The authors were running a reasoning post-training process on both Qwen 2.5 3B and Llama 3.2 3B. They noticed that while both learned, Llama was consistently worse than Qwen, which feels odd as both models are strong. In looking at the reasoning approaches exhibited they observed 4 distinct reasoning strategies:
verification
backtracking
subgoal setting
backward chaining
They noticed that Qwen exhibited these behaviors more from the base model, and those behaviors were enhanced more in the RL process.
While the larger Llama-3.1-70B showed generally increased activation of these behaviors compared to Llama-3.2-3B, this improvement was notably uneven — backtracking, in particular, remained limited even in the larger model.
They then generated some custom reasoning traces that intentionally demonstrated all 4 behaviors, using Claude.

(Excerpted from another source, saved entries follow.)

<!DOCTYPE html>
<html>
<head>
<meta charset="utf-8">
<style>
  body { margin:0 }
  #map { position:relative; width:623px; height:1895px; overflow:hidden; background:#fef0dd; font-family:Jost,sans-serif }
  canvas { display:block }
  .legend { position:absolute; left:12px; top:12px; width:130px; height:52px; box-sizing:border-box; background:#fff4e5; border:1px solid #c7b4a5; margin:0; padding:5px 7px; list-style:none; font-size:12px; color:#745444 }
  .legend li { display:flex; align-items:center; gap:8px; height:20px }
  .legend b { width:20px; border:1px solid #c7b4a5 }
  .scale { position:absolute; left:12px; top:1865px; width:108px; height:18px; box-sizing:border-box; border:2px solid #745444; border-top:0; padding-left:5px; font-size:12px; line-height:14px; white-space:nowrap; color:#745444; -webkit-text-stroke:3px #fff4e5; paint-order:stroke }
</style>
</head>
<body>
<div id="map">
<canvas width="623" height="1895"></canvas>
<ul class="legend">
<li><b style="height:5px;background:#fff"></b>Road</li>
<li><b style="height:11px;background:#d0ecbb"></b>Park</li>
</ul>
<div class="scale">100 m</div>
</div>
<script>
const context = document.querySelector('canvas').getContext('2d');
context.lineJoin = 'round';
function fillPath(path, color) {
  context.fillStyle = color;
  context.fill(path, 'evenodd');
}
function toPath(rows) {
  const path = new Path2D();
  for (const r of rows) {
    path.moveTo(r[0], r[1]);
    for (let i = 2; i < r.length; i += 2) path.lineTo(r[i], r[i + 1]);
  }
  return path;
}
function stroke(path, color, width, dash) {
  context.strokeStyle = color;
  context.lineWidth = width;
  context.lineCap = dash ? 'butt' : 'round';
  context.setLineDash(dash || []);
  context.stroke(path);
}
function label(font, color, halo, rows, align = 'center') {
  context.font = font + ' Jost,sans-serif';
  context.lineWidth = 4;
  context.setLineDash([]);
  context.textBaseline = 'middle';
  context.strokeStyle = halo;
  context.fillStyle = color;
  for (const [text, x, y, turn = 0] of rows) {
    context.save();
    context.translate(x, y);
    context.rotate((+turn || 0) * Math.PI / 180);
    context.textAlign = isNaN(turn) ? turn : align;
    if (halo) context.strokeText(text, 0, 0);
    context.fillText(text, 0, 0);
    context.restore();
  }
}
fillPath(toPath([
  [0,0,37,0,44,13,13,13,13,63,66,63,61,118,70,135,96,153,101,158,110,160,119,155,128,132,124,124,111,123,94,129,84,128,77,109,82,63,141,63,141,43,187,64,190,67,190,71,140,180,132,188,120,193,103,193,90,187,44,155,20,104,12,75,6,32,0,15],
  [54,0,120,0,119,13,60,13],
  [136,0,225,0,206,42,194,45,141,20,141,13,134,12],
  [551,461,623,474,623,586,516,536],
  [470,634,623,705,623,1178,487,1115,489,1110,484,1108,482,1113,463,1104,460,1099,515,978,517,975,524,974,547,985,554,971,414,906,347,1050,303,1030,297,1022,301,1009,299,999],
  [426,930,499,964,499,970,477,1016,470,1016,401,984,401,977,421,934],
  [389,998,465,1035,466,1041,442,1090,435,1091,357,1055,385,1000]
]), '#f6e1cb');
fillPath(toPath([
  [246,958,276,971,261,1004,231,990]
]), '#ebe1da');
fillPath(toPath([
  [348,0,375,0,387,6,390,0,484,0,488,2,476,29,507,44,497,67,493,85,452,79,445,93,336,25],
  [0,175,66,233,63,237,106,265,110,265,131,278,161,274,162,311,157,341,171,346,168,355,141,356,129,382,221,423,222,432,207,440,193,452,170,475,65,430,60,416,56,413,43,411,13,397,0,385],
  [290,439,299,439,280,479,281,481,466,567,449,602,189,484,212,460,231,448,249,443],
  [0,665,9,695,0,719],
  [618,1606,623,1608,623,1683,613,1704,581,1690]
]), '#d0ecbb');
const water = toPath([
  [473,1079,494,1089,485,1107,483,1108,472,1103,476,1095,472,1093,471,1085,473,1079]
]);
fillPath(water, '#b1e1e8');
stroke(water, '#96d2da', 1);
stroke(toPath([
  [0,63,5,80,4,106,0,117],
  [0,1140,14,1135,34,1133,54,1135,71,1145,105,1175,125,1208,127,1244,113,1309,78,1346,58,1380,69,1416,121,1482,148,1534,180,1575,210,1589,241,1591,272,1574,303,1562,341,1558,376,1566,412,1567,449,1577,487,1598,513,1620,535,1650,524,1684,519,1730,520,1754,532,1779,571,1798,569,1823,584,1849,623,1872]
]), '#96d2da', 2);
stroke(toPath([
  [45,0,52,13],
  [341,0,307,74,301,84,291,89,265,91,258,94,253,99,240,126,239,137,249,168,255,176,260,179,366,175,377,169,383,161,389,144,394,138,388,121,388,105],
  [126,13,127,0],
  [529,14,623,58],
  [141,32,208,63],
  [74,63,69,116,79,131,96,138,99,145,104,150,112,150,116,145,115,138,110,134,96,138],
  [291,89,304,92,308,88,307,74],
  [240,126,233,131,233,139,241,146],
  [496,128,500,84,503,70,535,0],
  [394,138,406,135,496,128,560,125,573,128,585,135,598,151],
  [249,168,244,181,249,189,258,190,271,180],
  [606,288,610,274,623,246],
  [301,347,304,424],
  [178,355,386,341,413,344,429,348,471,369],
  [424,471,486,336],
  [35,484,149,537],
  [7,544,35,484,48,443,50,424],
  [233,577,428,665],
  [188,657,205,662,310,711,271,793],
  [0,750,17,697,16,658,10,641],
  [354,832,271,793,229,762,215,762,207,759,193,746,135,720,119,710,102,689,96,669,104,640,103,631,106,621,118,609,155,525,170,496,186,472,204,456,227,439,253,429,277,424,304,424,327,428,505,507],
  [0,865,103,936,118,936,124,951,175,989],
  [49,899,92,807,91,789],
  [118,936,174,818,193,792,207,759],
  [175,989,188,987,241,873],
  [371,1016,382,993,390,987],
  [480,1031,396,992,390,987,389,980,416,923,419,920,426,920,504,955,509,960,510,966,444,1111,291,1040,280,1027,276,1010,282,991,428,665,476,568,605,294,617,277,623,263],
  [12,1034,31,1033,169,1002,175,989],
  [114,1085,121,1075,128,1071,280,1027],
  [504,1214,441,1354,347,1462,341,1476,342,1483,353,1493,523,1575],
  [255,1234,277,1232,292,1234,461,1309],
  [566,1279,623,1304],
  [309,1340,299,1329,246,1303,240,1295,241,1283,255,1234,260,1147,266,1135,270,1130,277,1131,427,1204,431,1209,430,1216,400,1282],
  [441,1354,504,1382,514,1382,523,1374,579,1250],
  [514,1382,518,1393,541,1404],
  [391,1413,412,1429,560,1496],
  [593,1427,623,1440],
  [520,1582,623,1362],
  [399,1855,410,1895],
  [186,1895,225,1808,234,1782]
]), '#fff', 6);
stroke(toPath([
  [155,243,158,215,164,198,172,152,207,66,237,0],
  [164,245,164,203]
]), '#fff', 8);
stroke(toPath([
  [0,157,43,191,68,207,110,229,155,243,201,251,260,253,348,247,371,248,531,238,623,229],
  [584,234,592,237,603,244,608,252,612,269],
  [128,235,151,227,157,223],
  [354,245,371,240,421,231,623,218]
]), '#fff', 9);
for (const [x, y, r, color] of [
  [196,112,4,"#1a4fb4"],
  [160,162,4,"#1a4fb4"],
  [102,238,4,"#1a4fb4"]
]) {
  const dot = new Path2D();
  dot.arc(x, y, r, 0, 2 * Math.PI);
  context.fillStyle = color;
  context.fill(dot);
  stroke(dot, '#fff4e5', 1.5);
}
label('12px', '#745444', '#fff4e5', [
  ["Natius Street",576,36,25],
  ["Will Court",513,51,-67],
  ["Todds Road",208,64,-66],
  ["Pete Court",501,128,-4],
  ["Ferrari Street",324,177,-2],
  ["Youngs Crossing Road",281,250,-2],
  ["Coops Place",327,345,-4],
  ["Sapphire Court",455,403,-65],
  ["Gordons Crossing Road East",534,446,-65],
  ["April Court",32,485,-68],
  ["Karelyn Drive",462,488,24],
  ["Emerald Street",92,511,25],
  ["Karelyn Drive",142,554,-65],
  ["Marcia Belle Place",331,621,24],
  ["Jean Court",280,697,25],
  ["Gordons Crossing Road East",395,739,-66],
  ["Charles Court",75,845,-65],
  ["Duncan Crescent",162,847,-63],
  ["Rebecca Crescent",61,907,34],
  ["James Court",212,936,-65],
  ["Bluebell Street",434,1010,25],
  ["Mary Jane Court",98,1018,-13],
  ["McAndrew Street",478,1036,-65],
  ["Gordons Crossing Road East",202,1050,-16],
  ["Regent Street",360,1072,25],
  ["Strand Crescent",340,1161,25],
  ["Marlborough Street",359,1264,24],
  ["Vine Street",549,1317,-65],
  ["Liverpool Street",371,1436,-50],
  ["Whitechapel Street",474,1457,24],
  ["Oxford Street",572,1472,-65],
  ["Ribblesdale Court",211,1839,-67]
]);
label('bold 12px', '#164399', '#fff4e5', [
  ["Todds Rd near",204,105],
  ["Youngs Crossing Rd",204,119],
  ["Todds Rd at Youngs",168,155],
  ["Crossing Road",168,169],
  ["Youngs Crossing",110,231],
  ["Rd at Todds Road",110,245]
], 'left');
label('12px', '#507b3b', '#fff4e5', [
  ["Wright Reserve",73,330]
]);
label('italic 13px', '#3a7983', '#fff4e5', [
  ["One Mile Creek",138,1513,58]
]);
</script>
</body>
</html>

We generate these datasets using Claude-3.5-Sonnet4, leveraging its ability to produce reasoning trajectories with precisely specified behavioral characteristics. While Claude does not always produce the correct answer (see Fig. 9), it consistently demonstrates the requested reasoning patterns, providing clean behavioral primitives for our analysis.
They found that when using the SFT set before RL they closed most of the gap between Llama and Qwen. They also found that it isn’t even important that the reasoning traces are correct – demonstrating the behavior is more important than the reasoning itself at the SFT stage.
Priming models with cognitive behaviors, by a small amount of finetuning, enabled significant performance gains even in models that initially lack these capabilities. Remarkably, this holds even when primed with incorrect solutions that exhibit the target behavioral patterns, suggesting that cognitive behaviors matter more than solution accuracy.
This fits with the elicitation idea — the SFT is training a style. By having increased activation of the reasoning styles the RL process is more able to explore these capabilities and reinforce extended reasoning generation.
This also fits with my mental model that a base model’s capabilities are often pretty underexplored: a combination of targeted SFT + RL seems to be a very powerful elicitation tool!